Introducing Jan: A Privacy-Focused, Locally Hosted Open Source GPT for AI Enthusiasts

Are you looking for a locally hosted open source GPT that protects your privacy while allowing to leverage the latest AI models? Then you need to download Jan. Jan is easy to install on Linux, macOS and Windows and has excellent documentation to guide that process.

Jan is a ChatGPT alternative that runs 100% offline on your desktop. The goal is to make it easy for anyone, with or without coding skills, to download and use AI models with full control and privacy. Jan operates on a truly open-source model with an Apache 2.0 license. It stores all data locally, so internet usage is optional since it can function entirely offline. Users have the flexibility to choose AI models, both local and cloud-based, without the worry of data being sold. Jan is powered by Llama.cpp, a local AI engine that offers an OpenAI-compatible API This enables you to utilize AI capabilities in various applications on your laptop or PC.

I downloaded and installed Jan on Linux Mint 22.1 using the deb file. If you are using a non-Debian based Linux like Fedora you can install the app image file. I also downloaded and installed Jan on my M3 MacBook Air. The project has excellent documentation which makes it easy to get started using Jan. Be sure to consult it.

As suggested in the documentation I downloaded and installed the Jan-nano-128K model. The project provides excellent resources which helped me to learn how to use the LLM. I decided to see if it could give me the code for a simple web app that converted Fahrenheit to Celsius using Python and Flask. The model took about fifteen seconds and then gave me the code which I copied and pasted into VSCodium and saved it as a Python file. The model suggested I install Flask and gave me the code pip3 install Flask. I saved the file as directed and then presented me with the dialogue below.
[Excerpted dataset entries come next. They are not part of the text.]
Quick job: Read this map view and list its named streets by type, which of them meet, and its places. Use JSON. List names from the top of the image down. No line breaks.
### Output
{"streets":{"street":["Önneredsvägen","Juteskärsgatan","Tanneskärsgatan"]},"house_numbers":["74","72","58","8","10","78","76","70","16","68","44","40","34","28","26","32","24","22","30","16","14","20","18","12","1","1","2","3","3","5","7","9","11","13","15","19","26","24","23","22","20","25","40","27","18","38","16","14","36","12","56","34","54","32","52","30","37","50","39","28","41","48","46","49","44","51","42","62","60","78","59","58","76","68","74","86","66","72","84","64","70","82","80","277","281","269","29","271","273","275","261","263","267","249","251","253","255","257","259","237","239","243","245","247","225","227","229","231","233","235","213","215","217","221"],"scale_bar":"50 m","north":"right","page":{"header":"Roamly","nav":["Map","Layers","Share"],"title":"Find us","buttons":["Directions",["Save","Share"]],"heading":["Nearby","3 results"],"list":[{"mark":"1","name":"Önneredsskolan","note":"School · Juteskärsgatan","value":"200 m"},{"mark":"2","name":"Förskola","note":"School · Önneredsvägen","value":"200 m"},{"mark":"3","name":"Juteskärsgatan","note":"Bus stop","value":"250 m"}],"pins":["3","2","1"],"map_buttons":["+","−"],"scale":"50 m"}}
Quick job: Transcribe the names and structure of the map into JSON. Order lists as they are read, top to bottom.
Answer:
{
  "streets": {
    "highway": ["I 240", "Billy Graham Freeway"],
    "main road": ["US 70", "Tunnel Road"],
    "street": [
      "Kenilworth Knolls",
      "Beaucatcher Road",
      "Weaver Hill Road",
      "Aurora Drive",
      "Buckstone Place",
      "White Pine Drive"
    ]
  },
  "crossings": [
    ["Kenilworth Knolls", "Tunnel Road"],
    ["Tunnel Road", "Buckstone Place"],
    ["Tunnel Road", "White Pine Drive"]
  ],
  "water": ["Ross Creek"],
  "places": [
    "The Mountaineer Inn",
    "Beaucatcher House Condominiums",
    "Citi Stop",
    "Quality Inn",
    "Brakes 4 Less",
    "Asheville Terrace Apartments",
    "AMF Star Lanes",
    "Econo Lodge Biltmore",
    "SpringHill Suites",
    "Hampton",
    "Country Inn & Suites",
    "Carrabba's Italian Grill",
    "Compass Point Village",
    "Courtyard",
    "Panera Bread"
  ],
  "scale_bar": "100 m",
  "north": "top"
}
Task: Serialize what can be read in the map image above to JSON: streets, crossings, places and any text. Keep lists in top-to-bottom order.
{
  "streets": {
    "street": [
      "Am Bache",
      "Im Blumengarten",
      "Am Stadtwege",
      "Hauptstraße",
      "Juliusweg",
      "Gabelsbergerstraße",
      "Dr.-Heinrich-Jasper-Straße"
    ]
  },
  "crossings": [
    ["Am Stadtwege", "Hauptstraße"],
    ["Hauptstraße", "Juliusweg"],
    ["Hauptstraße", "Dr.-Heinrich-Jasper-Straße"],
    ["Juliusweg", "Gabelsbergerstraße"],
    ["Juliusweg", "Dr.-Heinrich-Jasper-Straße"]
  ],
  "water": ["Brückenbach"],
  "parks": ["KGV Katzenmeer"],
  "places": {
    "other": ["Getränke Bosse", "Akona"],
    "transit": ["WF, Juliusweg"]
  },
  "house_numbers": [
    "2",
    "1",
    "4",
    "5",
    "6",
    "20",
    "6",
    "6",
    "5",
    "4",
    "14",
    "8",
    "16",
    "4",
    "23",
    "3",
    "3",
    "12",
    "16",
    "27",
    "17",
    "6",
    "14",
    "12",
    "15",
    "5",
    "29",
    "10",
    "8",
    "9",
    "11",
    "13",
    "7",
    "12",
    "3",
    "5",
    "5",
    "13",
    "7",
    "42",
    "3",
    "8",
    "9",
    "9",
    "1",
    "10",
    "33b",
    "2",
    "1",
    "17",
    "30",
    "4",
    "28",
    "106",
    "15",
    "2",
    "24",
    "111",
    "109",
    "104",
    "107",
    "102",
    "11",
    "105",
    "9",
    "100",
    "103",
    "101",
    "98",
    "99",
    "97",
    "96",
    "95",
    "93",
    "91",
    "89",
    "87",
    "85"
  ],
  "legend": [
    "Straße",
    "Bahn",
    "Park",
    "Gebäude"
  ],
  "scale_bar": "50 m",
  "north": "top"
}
The result was two files which I saved in the Python virtual environment on my computer.

The Python file:

from flask import Flask, request, render_template

app = Flask(__name__)

@app.route('/', methods=['GET', 'POST'])
def convert_temp():
    result = None
    if request.method == 'POST':
        fahrenheit = float(request.form['fahrenheit'])
        celsius = (fahrenheit - 32) * 5/9
        result = celsius
    return render_template('convert.html', result=result)

if __name__ == '__main__':
    app.run(debug=True)

The second file was an HTML file which was stipulated in the code Jan produced.

<!DOCTYPE html>
<html>
<head>
    <title>Fahrenheit to Celsius Converter</title>
</head>
<body>
    <h1>Fahrenheit to Celsius Converter</h1>
    <form method="post">
        <label for="fahrenheit">Enter Fahrenheit:</label>
        <input type="text" id="fahrenheit" name="fahrenheit" required>
        <button type="submit">Convert</button>
    </form>
    {% if result is not none %}
    <h2>Result: {{ result }}°C</h2>
    {% endif %}
</body>
</html>

I copied both the code snippets into VSCodium and saved them to the Python virtual environment which i created using the following command:

python3 -m venv temperature

I opened a terminal and gave the following command python3 temperature.py. Then I opened my browser and pointed it to https://127.0.0.1:5000 as directed and was presented with the following simple web app that I had requested the model to create.

Screen picture by Don Watkins CC by SA 4.0

Reading the project’s extensive documentation is crucial and I also found that the community maintains a number of useful resources including Github, Discord, X and LinkedIn. The project has a blog with a number of useful resources too.